Stored data
BEGIN

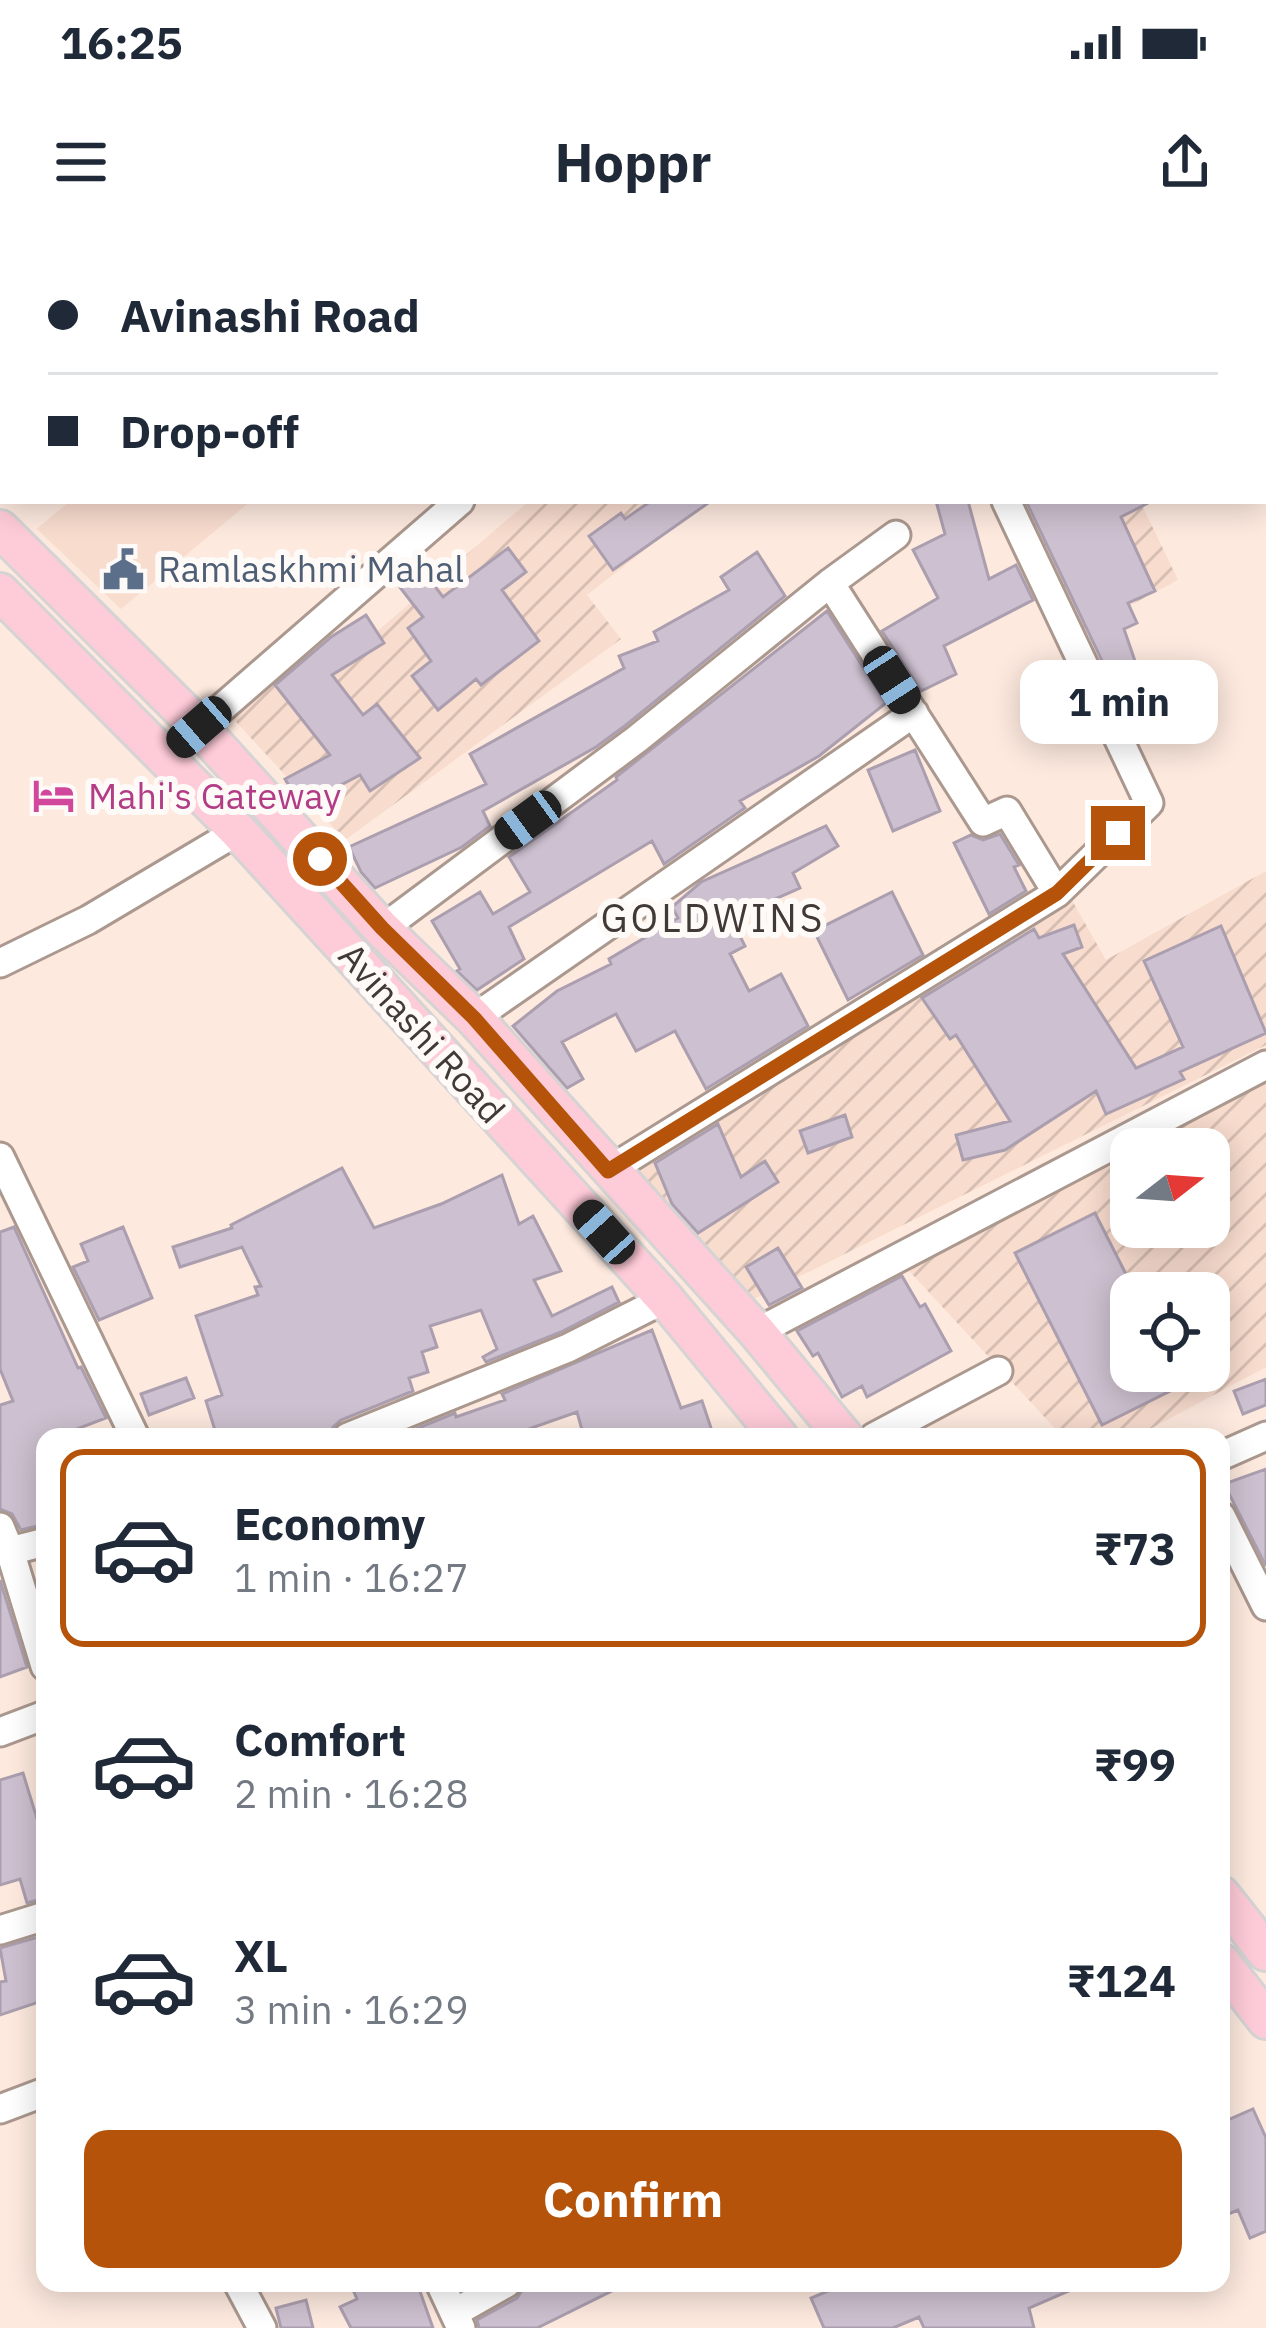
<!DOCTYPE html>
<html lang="en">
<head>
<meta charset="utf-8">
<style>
  body { margin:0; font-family:"IBM Plex Sans",sans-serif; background:#f6f6f7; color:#1f2937; height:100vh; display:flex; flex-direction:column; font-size:45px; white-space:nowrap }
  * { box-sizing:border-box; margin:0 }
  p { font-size:39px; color:#747a83 }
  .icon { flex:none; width:66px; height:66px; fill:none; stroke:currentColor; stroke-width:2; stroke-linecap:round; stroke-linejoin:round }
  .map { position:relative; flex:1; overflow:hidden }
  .drawer { position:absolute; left:36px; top:1188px; width:1194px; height:864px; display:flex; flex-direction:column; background:#fff; border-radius:24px; box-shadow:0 6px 30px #0003 }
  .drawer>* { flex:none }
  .top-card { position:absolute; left:0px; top:0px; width:1266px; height:264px; box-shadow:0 6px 30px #0003; display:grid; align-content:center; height:264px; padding:0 48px; background:#fff }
  .needle { width:78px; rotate:73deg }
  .tools { position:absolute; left:1110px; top:888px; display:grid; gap:24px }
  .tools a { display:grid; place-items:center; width:120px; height:120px; border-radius:24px; background:#fff; box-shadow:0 6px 30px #0003; font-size:60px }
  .end { position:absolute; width:54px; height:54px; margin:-27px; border:15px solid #b45309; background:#fff; box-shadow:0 0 0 6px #fff }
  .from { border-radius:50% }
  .bubble { position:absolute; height:84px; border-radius:24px; background:#fff; box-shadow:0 6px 30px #0003; font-size:39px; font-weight:700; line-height:84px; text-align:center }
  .car { position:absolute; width:36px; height:72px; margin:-36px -18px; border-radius:15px; box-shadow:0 0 9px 3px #0007; background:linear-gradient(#222 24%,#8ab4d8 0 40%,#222 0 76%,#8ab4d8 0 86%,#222 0) }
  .top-card b { display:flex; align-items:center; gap:42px; height:114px; font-size:45px }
  .top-card b+b { border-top:3px solid #e0e1e3 }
  .top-card i { width:30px; height:30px; background:#1f2937 }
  ul { padding:21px 0 0; list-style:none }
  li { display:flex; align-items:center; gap:36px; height:198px; margin:0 24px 18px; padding:0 24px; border:6px solid transparent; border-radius:24px }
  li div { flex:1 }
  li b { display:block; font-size:45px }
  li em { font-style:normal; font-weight:700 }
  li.on { border-color:#b45309 }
  li>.icon { width:108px; height:108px; stroke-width:1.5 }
  .cta { display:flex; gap:24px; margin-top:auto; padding:24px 48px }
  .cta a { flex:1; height:138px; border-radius:24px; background:#b45309; color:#fff; font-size:48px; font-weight:700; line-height:138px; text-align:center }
  .status { display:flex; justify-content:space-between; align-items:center; height:84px; padding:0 60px; background:#fff; direction:ltr }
  .status svg { height:33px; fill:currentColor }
  header { display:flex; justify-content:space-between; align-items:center; height:156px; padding:0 48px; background:#fff; font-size:54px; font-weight:700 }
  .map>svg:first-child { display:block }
</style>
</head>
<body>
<div class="status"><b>16:25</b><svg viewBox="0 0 49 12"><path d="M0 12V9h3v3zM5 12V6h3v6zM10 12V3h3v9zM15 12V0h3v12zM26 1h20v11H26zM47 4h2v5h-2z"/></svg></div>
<header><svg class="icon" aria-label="menu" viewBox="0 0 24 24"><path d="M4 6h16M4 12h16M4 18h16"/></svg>Hoppr<svg class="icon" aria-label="share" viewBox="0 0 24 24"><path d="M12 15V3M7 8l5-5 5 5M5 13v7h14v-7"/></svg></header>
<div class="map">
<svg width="1266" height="2088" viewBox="0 0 1266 2088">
  <defs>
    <pattern id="industrial-furrows" width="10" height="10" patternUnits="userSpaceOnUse" patternTransform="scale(3)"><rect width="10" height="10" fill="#f8dcce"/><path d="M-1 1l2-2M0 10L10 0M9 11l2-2" fill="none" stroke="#d6beb2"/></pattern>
  </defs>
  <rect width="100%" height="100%" fill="#fde9de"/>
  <!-- built -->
  <path fill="#f8dcce" d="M70,261H251L121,369L37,289Z"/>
  <!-- industrial -->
  <path fill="url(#industrial-furrows)" fill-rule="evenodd" d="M529,261H708L587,355L621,399L345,600L228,473L316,400L338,425Z
    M1023,261H1140L1178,340L1080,392Z
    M1266,631V805L752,1060L632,923L1069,655L1106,720Z
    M1266,838V1127L1135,1197H1063L899,1020ZM1131,909H1209V987H1131ZM1131,1053H1209V1131H1131Z"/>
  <!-- building -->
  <path fill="#cdc0d0" stroke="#ab9eae" stroke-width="3" d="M651,261H711L613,330L589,296L621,273L625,279Z
    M936,261H968L989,339L1016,325L1033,360L944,406L956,434L921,451L882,391L938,358L913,310L945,294Z
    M1026,261H1152L1121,277L1155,351L1128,363L1137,383L1124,389L1147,456L1160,451L1168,474L1133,486Z
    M508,308L526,332L502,350L539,401L481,445L476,439L438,470L412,436L431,421L408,388L423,377L395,341L417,323L443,357Z
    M757,312L785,356L626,485L596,507L483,571L490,586L462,607L375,648L361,632L349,607L486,544L470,514L624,428L619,416L658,401L654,392L729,350L721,337Z
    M827,371L886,463L819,516L740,561L745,568L664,624L652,601L509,687L524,719L477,750L457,731L460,729L432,681L480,652L493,674L530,652L509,617L617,540L616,537Z
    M366,375L384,403L332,435L363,475L377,464L420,518L370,551L360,535L301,566L285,539L330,515L275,445L331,397Z
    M915,510L940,571L893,591L868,530Z
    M826,586L838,606L793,633L800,648L741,674L745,683L736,688L745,706L730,714L749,751L781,734L808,786L706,849L675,791L636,811L616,774L562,802L583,839L567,848L513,786L557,751L611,724L609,719L678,678L672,667L701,642Z
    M1000,594L1019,625L1014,627L1026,651L989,674L954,603L971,595L983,600Z
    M892,652L923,715L848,760L814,691Z
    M1074,685L1082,707L1063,714L1136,828L1183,807L1144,721L1221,686L1266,793L1180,832L1184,839L1106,874L1096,851L1005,910L963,920L956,895L1010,881L956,795L950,799L922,758L1034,689L1039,698Z
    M845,875L852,897L808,913L800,891Z
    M718,884L741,937L765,921L778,942L698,993L672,964L655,923Z
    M342,928L374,988L441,964L502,935L519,984L533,976L561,1031L534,1040L552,1076L612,1047L619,1062L561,1092L486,1122L483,1117L497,1109L481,1070L430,1086L437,1107L422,1112L428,1132L409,1138L413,1151L341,1180L333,1187L330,1197H217L206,1161L222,1155L196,1076L258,1055L255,1047L261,1046L242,1007L180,1027L173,1007L232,988L231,985Z
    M1095,973L1131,1044V1131H1175L1182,1145L1102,1185L1015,1013Z
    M14,987L78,1128L81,1127L106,1178L56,1197H45V1284L21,1290L12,1274L0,1269V1165L13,1161L0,1129V992Z
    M123,987L152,1058L99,1080L73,1027L88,1021L81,1004Z
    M778,1008L802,1048L769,1065L746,1027Z
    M902,1036L920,1067L925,1064L951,1111L867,1157L862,1146L842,1157L818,1113L813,1116L797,1091Z
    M652,1090L681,1168L702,1161L714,1197H584L577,1172L517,1193L519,1197H396L455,1173L456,1177L505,1160L502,1154Z
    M186,1138L194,1158L149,1175L141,1154Z
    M1266,1139V1165L1243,1174L1234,1151Z
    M1266,1229V1326L1224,1244Z
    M0,1340L27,1427L0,1437Z
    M23,1533L38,1582L45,1580V1658L27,1663L20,1639L0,1645V1540Z
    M45,1695V1760L0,1775V1742L6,1741L0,1708Z
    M1253,1869L1266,1898V1991L1250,1998L1238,1970L1221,1977V1883Z
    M350,2043H417L433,2088H351L340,2067L357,2059Z
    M527,2043H628L537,2088H479L477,2080L517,2058Z
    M847,2043H1087L1029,2068L1034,2088H924L919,2077L893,2088H824L811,2058Z
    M306,2060L313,2088H281L276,2068Z"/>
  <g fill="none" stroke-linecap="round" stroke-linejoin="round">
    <defs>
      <path id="minor" d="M617,0L618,3
        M893,0L894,3
        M1122,0L1123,3
        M1252,0L1253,3
        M755,3L759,0
        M1263,31L1266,40
        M0,144L3,142
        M830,343L983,582L1007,571L1057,653
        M163,519L460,261
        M382,689L637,499L830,343L896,295
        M0,723L88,680L238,591
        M474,778L914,473
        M0,917L135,1197
        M608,931L1057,653L1149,563L1006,261
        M757,1092L1266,825
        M348,1197L568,1108L665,1059
        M874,1197L998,1131
        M1221,1216L1266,1196
        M1221,1276L1266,1366
        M0,1287L10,1311L45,1302
        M10,1311L45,1426
        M0,1492L45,1475
        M0,1690L45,1676
        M0,1869L45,1852
        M238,2043L262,2088
        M440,2043L454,2073
        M461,2088L454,2073L507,2043"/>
      <path id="major" d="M0,289L199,487L382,689L474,778L757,1092L844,1197
        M0,352L238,591L665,1059L779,1197
        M1221,1655L1266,1712
        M1221,1722L1266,1780"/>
    </defs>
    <!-- minor casing -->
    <use href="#minor" stroke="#ab988e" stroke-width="33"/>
    <!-- major casing -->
    <use href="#major" stroke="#d5d3d3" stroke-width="42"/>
    <!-- minor -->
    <use href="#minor" stroke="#fff" stroke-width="27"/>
    <!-- major -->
    <use href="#major" stroke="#fecbd8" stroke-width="36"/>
  </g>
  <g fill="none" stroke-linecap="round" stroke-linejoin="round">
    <!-- route -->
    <path stroke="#b45309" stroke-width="15" d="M320,619L382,688L474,778L608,931L1057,653L1118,593"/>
  </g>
  <!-- icons -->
  <defs>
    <symbol id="civic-bare" viewBox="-9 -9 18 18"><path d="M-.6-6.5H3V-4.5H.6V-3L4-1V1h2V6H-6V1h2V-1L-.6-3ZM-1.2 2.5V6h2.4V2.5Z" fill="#5c6f8a" stroke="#fefaf8" stroke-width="2.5" paint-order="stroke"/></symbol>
    <symbol id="hotel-bare" viewBox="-9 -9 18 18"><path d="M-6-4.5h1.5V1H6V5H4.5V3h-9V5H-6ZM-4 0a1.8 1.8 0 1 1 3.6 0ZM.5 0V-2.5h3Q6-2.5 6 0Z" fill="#d1479c" stroke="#fefaf8" stroke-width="2.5" paint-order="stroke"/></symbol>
  </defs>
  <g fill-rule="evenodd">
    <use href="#civic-bare" x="94" y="300" width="59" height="59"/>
    <use href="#hotel-bare" x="24" y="526" width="59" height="59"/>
  </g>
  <g text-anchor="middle" stroke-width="12" stroke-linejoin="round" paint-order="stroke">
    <!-- service labels -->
    <g font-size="36" fill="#4e5e75" stroke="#fefaf8" text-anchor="start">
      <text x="158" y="342">Ramlaskhmi Mahal</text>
    </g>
    <!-- hotel labels -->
    <g font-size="36" fill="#b23c85" stroke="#fefaf8" text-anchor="start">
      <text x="88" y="569">Mahi's Gateway</text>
    </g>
    <!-- street labels -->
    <g font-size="36" fill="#413935" stroke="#fefaf8">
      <text transform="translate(422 793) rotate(48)" y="13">Avinashi Road</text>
    </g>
    <!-- neighbourhood labels -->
    <g font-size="39" letter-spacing="3" fill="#413935" stroke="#fefaf8">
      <text x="713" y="692">GOLDWINS</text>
    </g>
  </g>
</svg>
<div class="tools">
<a><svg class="needle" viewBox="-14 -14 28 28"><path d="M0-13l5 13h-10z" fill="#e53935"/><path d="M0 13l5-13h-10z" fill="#747a83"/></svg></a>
<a><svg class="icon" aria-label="locate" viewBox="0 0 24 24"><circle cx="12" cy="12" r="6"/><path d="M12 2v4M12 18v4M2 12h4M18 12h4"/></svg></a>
</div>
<i class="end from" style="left:320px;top:619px"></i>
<i class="end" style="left:1118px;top:593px"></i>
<div class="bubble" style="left:1020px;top:420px;width:198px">1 min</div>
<i class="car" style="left:892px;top:440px;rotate:147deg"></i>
<i class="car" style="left:199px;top:487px;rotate:229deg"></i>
<i class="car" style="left:528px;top:580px;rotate:234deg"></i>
<i class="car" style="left:604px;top:992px;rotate:318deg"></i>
<div class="top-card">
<b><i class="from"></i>Avinashi Road</b>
<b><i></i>Drop-off</b>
</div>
<section class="drawer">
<ul>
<li class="on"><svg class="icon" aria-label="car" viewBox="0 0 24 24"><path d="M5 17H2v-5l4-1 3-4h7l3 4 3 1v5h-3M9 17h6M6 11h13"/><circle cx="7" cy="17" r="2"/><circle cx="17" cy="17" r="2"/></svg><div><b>Economy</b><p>1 min · 16:27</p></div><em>₹73</em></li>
<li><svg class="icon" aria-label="car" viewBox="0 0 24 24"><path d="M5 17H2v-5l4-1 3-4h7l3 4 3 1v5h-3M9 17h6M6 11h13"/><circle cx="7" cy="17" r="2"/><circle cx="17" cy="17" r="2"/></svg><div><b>Comfort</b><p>2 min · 16:28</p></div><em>₹99</em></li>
<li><svg class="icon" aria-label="car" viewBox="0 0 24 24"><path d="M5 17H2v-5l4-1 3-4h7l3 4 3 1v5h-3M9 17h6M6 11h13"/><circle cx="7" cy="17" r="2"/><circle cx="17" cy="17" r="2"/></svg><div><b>XL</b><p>3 min · 16:29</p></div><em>₹124</em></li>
</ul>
<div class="cta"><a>Confirm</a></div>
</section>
</div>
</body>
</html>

END

Within the entries above, find every line where the string "linejoin" occurs, and copy it.

  .icon { flex:none; width:66px; height:66px; fill:none; stroke:currentColor; stroke-width:2; stroke-linecap:round; stroke-linejoin:round }
  <g fill="none" stroke-linecap="round" stroke-linejoin="round">
  <g fill="none" stroke-linecap="round" stroke-linejoin="round">
  <g text-anchor="middle" stroke-width="12" stroke-linejoin="round" paint-order="stroke">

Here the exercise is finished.